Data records
+---+
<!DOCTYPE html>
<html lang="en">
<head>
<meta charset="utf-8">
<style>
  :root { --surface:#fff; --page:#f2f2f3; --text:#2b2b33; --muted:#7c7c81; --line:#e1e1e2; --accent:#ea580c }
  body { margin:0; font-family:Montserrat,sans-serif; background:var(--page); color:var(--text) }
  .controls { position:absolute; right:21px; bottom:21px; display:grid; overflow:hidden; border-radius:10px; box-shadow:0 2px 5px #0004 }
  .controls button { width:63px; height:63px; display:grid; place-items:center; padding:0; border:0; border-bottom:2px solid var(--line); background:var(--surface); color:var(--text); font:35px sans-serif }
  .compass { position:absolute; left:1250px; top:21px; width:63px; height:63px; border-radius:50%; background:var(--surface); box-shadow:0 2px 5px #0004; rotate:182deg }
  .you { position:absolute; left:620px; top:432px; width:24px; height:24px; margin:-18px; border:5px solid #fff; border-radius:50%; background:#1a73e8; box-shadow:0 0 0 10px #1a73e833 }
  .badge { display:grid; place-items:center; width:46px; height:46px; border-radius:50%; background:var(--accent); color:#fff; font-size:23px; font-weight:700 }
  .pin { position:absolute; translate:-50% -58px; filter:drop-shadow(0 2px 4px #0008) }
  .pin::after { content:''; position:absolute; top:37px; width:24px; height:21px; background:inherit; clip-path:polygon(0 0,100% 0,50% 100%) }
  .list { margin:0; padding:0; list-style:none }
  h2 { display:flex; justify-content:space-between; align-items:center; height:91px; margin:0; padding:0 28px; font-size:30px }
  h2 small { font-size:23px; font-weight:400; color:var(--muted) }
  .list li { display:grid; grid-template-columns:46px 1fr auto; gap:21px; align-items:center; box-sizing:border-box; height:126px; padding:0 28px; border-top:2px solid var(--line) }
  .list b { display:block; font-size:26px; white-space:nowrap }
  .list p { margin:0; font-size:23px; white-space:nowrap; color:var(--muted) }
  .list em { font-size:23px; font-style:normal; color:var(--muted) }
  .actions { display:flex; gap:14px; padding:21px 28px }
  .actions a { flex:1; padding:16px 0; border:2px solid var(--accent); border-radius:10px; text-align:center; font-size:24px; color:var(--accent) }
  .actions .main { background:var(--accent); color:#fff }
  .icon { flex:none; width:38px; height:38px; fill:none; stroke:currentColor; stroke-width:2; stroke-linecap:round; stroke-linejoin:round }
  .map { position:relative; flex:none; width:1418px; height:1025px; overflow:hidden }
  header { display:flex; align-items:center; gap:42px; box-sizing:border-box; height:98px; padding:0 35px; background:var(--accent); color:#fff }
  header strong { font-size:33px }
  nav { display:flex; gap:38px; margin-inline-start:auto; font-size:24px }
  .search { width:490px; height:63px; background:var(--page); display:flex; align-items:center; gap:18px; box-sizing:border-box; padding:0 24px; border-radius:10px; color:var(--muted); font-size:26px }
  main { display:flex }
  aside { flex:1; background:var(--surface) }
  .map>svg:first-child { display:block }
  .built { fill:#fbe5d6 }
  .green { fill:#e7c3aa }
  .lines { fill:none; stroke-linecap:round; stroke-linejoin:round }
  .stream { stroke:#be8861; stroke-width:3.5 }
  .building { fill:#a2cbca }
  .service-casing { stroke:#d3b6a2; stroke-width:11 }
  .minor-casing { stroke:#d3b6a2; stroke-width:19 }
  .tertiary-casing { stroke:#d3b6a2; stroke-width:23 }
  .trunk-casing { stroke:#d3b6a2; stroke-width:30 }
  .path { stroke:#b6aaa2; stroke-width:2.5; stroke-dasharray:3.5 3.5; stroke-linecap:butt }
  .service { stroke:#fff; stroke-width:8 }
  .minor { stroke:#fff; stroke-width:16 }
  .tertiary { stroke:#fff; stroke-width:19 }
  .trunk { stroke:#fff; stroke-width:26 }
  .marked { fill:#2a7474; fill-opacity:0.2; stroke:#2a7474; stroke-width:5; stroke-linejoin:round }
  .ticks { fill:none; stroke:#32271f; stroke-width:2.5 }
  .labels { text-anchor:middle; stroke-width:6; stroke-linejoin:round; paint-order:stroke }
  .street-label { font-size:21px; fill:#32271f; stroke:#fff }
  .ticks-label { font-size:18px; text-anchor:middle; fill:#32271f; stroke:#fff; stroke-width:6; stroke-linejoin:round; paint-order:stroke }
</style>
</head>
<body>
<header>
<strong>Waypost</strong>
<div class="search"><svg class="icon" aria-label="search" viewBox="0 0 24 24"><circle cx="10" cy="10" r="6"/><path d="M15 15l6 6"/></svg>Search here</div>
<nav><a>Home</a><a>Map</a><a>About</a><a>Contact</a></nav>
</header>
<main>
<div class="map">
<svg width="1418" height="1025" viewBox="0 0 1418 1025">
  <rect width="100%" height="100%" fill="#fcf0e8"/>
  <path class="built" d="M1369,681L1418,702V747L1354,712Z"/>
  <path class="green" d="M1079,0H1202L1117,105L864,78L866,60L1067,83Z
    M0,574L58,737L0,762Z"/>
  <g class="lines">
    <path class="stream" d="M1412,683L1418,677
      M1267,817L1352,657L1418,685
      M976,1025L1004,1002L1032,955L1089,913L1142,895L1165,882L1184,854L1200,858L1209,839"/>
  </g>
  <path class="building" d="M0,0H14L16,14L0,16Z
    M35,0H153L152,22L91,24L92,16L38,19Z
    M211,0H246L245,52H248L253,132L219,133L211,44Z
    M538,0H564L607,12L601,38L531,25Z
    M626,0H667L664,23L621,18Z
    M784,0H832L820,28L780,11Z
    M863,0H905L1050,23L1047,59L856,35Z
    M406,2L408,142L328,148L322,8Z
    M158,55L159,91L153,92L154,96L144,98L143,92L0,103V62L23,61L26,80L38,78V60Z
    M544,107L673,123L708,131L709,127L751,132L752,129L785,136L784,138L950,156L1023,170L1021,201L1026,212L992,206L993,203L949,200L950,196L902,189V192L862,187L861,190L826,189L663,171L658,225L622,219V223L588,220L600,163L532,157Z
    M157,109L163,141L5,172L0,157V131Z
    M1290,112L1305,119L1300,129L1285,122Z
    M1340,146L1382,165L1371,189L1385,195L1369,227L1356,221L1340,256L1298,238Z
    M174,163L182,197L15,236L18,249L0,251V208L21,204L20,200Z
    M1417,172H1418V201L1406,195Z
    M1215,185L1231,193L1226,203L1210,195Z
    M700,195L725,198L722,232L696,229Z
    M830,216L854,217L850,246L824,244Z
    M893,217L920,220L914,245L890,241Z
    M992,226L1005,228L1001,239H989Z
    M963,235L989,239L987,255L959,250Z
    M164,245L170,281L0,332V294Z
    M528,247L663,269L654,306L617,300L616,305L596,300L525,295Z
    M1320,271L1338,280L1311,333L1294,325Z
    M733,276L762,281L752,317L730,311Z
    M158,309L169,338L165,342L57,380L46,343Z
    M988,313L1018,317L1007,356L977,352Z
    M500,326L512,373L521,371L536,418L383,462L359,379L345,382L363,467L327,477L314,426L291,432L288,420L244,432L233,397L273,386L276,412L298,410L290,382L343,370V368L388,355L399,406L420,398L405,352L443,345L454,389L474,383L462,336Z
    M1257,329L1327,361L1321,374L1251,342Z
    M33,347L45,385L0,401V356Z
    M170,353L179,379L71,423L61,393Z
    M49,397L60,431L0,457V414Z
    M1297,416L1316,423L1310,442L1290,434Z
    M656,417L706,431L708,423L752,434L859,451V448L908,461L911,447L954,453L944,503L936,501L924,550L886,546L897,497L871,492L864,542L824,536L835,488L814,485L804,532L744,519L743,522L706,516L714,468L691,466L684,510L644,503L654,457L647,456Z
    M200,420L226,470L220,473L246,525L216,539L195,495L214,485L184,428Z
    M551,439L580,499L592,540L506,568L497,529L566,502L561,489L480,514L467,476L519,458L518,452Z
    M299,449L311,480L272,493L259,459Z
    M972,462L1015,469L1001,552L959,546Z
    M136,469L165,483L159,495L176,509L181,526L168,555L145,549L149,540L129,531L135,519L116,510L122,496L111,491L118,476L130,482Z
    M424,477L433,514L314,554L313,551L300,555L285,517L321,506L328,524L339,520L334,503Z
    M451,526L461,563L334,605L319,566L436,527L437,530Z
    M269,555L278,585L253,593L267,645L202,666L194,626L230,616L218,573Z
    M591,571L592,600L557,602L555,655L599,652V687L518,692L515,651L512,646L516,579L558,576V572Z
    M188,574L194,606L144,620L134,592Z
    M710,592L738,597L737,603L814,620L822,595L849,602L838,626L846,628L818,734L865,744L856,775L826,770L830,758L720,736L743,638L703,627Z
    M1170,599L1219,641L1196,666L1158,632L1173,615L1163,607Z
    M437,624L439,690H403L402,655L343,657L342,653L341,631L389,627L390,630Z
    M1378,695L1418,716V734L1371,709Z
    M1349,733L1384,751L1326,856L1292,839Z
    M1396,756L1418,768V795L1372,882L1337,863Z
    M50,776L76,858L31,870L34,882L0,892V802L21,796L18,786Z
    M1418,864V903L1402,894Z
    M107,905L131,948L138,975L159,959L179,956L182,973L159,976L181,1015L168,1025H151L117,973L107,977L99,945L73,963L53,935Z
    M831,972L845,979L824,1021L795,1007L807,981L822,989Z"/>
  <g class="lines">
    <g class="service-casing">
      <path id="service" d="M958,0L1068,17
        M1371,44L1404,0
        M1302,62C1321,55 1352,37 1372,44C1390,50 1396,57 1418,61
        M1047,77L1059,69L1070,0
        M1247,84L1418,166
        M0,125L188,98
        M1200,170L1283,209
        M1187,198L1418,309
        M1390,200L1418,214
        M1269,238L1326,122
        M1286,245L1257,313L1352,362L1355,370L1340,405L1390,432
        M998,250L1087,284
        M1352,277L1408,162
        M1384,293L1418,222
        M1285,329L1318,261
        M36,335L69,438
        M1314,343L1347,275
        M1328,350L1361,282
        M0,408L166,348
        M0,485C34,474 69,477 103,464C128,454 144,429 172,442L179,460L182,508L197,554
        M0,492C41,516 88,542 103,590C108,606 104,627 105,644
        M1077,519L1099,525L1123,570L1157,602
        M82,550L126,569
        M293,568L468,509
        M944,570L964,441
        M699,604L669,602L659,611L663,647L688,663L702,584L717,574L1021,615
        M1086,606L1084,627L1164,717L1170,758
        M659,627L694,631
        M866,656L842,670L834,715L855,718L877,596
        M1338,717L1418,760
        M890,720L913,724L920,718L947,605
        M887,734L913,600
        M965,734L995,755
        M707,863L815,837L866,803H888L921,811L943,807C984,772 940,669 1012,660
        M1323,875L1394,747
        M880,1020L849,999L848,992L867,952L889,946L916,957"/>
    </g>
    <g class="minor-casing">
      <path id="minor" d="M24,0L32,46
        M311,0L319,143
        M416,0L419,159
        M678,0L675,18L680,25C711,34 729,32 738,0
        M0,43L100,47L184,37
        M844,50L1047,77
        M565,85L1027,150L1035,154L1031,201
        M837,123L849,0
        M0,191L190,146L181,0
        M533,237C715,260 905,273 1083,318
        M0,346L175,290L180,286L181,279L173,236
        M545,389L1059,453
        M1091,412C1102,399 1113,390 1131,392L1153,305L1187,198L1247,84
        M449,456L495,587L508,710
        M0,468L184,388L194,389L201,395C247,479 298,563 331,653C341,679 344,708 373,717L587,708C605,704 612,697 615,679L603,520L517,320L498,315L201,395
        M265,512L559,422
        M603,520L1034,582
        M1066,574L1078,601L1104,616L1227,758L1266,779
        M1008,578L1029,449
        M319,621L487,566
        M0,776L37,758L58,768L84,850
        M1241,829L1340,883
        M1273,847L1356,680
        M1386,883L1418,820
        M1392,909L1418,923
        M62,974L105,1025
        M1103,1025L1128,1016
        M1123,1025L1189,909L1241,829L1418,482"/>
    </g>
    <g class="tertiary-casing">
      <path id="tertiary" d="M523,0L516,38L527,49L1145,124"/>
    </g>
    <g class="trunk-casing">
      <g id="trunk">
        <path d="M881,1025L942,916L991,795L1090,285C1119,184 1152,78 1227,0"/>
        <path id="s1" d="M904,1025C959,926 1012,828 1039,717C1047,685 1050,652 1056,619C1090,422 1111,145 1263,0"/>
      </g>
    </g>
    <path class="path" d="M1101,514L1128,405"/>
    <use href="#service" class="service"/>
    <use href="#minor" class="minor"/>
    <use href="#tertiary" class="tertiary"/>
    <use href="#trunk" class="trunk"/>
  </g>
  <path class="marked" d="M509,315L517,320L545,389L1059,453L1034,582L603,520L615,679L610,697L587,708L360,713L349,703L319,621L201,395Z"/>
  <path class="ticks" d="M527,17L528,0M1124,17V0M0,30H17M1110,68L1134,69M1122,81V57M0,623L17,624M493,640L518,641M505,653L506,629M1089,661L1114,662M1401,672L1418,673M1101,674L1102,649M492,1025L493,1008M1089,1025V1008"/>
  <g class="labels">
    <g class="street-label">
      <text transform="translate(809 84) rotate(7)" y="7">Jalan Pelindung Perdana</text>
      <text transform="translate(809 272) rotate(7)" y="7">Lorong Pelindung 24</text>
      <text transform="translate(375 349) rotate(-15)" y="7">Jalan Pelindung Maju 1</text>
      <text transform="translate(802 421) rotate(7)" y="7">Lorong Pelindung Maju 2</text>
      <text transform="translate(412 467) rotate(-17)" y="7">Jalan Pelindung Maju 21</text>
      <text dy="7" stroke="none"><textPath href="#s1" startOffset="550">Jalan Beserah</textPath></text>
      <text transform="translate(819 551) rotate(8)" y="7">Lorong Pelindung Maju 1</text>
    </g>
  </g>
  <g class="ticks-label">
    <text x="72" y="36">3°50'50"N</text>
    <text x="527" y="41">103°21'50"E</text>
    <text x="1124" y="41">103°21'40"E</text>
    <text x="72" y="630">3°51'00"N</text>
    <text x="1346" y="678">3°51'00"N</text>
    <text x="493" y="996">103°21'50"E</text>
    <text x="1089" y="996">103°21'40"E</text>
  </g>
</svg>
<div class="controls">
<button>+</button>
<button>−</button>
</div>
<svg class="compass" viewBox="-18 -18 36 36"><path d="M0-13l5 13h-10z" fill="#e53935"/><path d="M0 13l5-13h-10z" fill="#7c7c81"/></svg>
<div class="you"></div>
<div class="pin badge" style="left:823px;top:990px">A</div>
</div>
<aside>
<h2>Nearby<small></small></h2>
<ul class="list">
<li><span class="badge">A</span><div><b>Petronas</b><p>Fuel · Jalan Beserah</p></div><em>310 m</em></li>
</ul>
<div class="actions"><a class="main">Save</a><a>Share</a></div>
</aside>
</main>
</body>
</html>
+---+
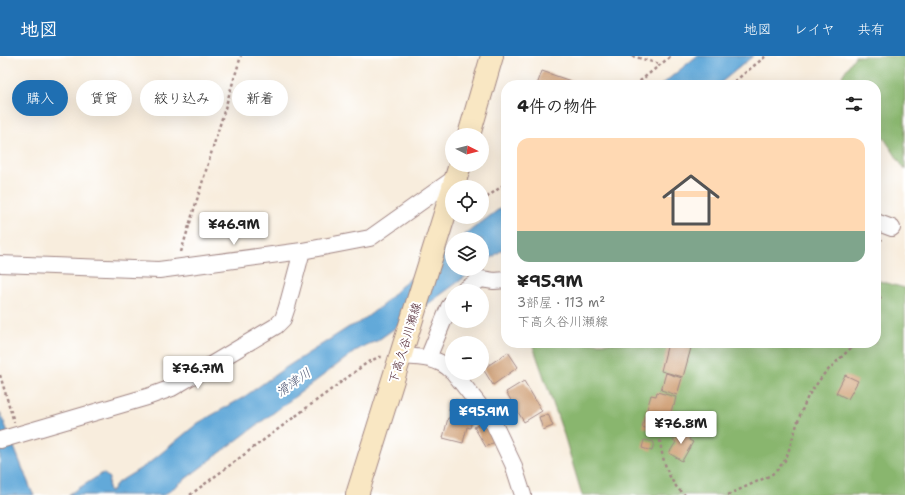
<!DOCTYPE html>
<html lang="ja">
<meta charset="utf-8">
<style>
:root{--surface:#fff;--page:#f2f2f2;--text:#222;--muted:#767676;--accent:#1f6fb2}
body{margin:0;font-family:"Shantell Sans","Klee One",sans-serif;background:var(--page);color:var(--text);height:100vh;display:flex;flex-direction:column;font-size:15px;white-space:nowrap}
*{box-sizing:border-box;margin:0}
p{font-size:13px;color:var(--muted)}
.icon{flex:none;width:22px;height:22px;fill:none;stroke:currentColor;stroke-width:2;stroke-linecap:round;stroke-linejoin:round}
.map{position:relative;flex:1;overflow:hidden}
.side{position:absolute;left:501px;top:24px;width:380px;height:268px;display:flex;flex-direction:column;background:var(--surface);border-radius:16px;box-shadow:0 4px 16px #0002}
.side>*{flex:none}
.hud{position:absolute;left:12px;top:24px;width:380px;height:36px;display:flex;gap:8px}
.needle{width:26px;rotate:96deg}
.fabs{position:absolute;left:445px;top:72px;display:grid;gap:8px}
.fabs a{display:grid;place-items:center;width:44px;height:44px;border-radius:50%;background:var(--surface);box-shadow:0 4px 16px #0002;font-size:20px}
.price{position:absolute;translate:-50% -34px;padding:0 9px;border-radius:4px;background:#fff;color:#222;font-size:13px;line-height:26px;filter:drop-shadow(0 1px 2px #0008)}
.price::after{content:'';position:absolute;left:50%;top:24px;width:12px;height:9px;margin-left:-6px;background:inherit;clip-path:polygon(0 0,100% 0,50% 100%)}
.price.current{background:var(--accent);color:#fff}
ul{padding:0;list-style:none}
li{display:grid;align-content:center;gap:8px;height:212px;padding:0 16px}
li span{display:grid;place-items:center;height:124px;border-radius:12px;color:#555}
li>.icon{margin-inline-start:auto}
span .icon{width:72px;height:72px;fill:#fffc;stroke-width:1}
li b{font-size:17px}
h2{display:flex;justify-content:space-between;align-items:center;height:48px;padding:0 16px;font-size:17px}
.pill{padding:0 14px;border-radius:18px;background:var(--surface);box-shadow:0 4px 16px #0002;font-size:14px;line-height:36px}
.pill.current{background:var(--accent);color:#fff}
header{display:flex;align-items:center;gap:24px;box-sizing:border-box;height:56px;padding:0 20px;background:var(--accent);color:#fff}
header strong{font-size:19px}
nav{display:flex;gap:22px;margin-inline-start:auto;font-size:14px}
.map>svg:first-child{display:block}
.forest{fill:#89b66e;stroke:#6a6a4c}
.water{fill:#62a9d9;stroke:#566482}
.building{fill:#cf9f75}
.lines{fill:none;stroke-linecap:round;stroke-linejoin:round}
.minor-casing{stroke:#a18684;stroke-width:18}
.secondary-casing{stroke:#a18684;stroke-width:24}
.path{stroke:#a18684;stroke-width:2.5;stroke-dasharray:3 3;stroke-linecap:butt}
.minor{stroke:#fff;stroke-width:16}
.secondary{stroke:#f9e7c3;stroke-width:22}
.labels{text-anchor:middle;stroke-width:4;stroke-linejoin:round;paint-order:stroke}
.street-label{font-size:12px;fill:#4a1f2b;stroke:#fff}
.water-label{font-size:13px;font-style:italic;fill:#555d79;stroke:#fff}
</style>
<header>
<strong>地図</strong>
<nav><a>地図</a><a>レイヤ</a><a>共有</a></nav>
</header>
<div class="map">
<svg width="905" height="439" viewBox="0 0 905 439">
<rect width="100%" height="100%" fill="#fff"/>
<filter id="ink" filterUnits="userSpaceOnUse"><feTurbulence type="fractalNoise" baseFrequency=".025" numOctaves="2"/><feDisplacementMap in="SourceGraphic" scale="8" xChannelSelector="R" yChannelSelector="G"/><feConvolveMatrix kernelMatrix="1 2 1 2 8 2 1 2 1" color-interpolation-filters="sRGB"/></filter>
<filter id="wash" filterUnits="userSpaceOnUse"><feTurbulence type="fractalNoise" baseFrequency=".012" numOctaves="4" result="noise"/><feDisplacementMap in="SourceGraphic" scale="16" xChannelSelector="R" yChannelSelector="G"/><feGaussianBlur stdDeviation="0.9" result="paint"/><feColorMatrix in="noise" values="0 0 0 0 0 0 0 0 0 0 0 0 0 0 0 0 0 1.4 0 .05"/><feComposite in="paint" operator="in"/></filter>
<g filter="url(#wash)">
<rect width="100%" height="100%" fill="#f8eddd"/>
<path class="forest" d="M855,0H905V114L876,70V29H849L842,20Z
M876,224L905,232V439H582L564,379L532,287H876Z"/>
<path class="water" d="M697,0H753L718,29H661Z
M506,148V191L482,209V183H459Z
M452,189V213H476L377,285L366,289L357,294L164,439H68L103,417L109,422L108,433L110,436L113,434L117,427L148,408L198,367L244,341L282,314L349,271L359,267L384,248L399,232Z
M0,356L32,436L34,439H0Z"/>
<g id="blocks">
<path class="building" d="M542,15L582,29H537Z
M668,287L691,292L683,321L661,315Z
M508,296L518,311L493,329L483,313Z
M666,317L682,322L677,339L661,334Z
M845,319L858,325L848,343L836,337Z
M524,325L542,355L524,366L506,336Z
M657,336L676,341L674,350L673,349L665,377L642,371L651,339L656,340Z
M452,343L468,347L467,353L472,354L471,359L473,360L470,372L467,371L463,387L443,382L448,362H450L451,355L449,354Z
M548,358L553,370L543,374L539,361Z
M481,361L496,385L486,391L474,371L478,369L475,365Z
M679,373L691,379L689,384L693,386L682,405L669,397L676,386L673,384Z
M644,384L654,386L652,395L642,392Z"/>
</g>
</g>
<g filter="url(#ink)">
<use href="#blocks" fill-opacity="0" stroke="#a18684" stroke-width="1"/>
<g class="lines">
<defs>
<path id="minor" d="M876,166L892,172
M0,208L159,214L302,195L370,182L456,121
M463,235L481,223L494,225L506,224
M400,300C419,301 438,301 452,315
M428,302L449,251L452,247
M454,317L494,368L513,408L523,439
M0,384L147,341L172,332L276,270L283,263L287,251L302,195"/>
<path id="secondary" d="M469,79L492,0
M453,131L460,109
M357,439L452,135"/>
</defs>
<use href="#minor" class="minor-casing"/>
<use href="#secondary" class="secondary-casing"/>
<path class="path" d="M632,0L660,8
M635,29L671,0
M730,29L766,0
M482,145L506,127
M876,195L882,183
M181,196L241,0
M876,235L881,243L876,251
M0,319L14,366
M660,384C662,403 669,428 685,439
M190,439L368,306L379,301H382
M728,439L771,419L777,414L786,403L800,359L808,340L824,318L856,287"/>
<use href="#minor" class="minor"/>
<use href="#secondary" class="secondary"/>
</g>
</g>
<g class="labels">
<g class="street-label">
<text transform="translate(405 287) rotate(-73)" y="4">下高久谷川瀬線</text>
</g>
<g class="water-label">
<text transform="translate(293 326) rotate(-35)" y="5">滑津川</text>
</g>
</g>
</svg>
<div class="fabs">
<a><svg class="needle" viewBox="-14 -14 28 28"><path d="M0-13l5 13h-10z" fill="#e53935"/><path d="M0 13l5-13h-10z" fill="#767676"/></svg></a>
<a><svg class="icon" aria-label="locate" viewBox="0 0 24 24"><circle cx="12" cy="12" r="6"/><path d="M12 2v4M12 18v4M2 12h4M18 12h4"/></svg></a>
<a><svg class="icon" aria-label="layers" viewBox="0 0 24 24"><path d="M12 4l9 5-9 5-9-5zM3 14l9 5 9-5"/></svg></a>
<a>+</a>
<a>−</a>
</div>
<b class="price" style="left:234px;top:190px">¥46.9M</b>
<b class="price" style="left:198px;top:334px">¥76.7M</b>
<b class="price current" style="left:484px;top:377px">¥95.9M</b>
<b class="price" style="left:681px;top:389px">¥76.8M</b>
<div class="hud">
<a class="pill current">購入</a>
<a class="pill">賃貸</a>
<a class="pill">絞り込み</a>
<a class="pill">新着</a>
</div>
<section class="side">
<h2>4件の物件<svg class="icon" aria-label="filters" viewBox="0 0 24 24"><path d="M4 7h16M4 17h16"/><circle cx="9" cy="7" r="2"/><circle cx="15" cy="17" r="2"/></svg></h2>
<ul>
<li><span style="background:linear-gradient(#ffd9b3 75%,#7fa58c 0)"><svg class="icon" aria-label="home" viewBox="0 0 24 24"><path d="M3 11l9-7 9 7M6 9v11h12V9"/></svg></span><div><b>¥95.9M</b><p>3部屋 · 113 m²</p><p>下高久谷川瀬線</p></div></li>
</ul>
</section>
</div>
+---+
» **Exercise brief**
Which lines of the records above hold the word "scale"? Copy each of them.

» **Response**
<filter id="ink" filterUnits="userSpaceOnUse"><feTurbulence type="fractalNoise" baseFrequency=".025" numOctaves="2"/><feDisplacementMap in="SourceGraphic" scale="8" xChannelSelector="R" yChannelSelector="G"/><feConvolveMatrix kernelMatrix="1 2 1 2 8 2 1 2 1" color-interpolation-filters="sRGB"/></filter>
<filter id="wash" filterUnits="userSpaceOnUse"><feTurbulence type="fractalNoise" baseFrequency=".012" numOctaves="4" result="noise"/><feDisplacementMap in="SourceGraphic" scale="16" xChannelSelector="R" yChannelSelector="G"/><feGaussianBlur stdDeviation="0.9" result="paint"/><feColorMatrix in="noise" values="0 0 0 0 0 0 0 0 0 0 0 0 0 0 0 0 0 1.4 0 .05"/><feComposite in="paint" operator="in"/></filter>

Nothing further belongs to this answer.